I wandered to the kitchen and I couldn't help a wry smile when I saw how immaculately Martin had left everything, even down to the tea towel, neatly folded, and perfectly centred over the handle of the cooker. I opened the fridge and I do admit to feeling a bit embarrassed when I saw that all the previous week's dubious contents had been disposed of, and all it now contained, apart from Holly's stash of wine, were just the precisely laid out remainders of our lunch, on individual dishes, each immaculately wrapped in clingfilm.
I thought back to the brief moment I'd snatched, before he became aware of my presence in the kitchen, and he'd been standing at the sink, intently focused on the task at hand. Without his suit jacket, he looked so different; vulnerable somehow, which of course had only just made everything seem so much more intense.
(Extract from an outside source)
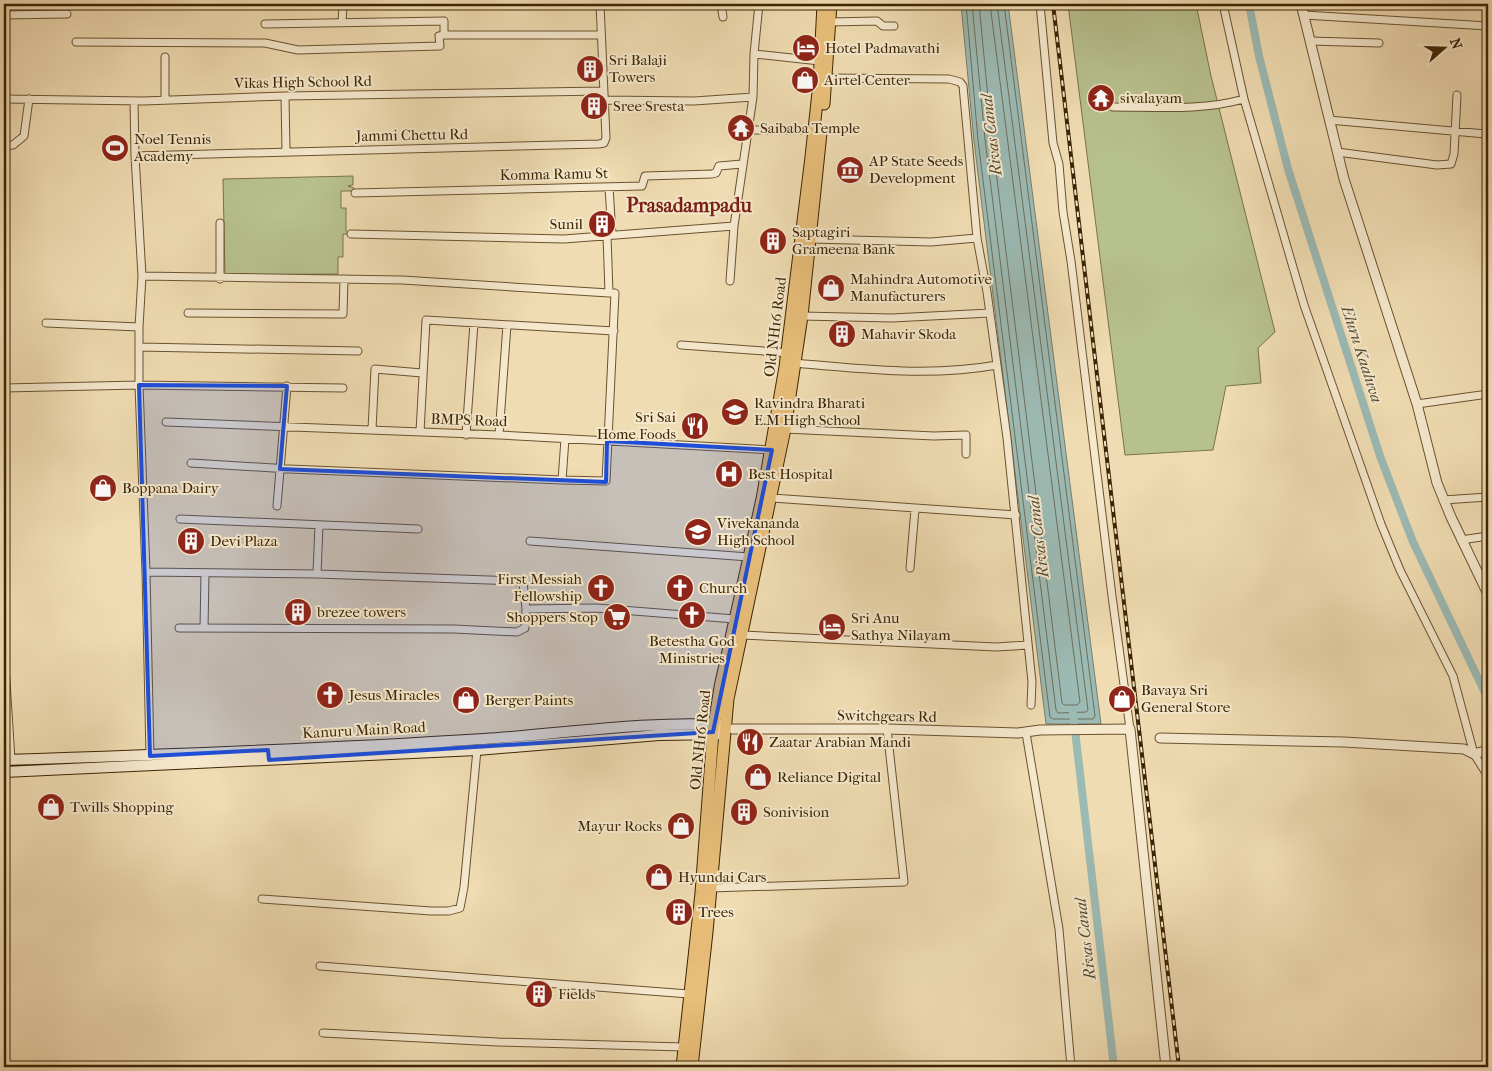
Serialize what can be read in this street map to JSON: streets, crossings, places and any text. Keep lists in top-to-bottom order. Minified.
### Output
{"streets":{"main road":["Old NH16 Road","Kanuru Main Road"],"street":["Vikas High School Rd","Jammi Chettu Rd","Komma Ramu St","BMPS Road","Switchgears Rd"]},"crossings":[["Vikas High School Rd","Jammi Chettu Rd"],["Old NH16 Road","BMPS Road"],["Old NH16 Road","Switchgears Rd"],["Old NH16 Road","Kanuru Main Road"],["Switchgears Rd","Kanuru Main Road"]],"districts":["Prasadampadu"],"water":["Rivas Canal","Eluru Kaaluva"],"places":{"hotel":["Hotel Padmavathi","Sri Anu Sathya Nilayam"],"building":["Sri Balaji Towers","Sree Sresta","Sunil","Saptagiri Grameena Bank","Mahavir Skoda","Devi Plaza","brezee towers","Sonivision","Trees","Fields"],"shop":["Airtel Center","Mahindra Automotive Manufacturers","Boppana Dairy","Bavaya Sri General Store","Berger Paints","Reliance Digital","Twills Shopping","Mayur Rocks","Hyundai Cars"],"temple":["sivalayam","Saibaba Temple"],"sports":["Noel Tennis Academy"],"museum":["AP State Seeds Development"],"school or university":["Ravindra Bharati E.M High School","Vivekananda High School"],"restaurant":["Sri Sai Home Foods","Zaatar Arabian Mandi"],"hospital":["Best Hospital"],"church":["First Messiah Fellowship","Church","Betestha God Ministries","Jesus Miracles"],"supermarket":["Shoppers Stop"]},"north":"right"}
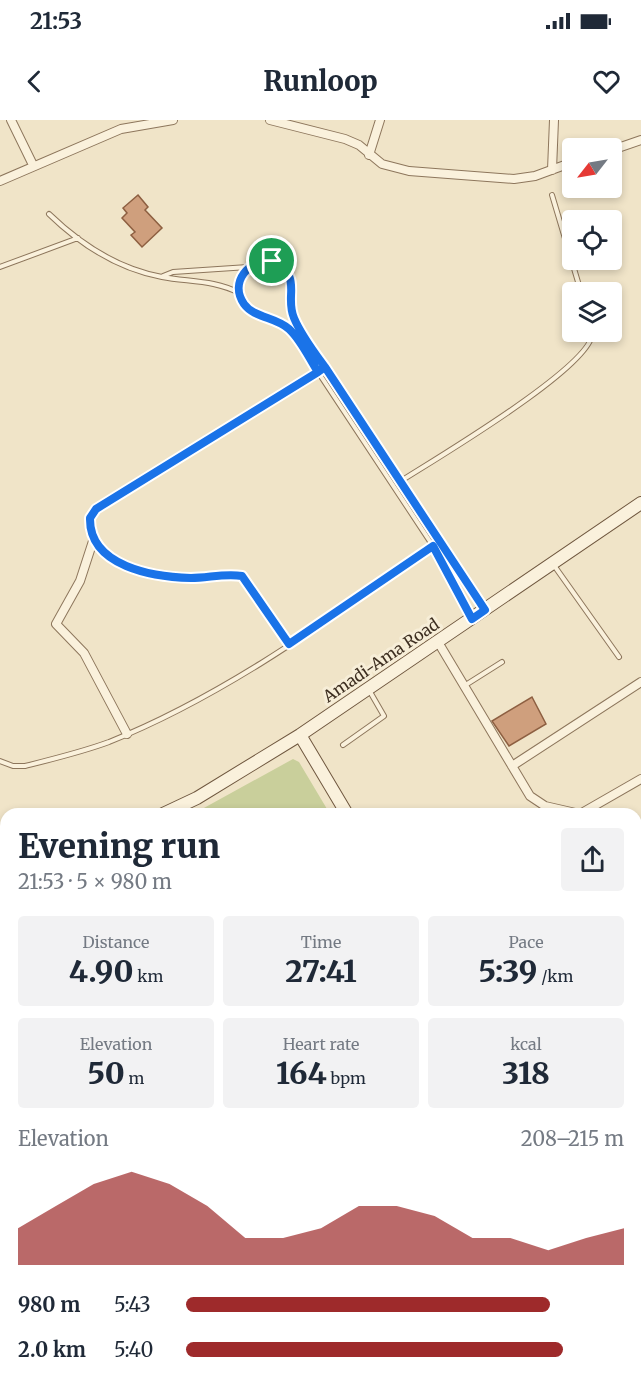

As if seeing him in his perfectly fitting, crisp white shirt, the sleeves rolled perfectly up above his elbows, hadn't already caused such an earth-shattering lurch in my abdomen, when he'd finally noticed I was there, he'd looked at me with such a shy and self-effacing expression that I'd just melted.
It reminded me of the other moments when I'd had the briefest of glimpses of a hidden side to Martin but, for some reason, this time it had felt more significant. As much as I was very attracted by his confident and commanding persona, being privy to his well concealed, childlike innocence was somehow even more alluring. Was I imagining that his brief glance had some sort of meaning? I couldn't exactly put my finger on it, but I had this overwhelming sensation that it was something. As I'd looked back at him, as cliched and trite as it sounds, for a split second there'd only been the two of us in the whole universe and the sensation was so intense it had almost creased me in half.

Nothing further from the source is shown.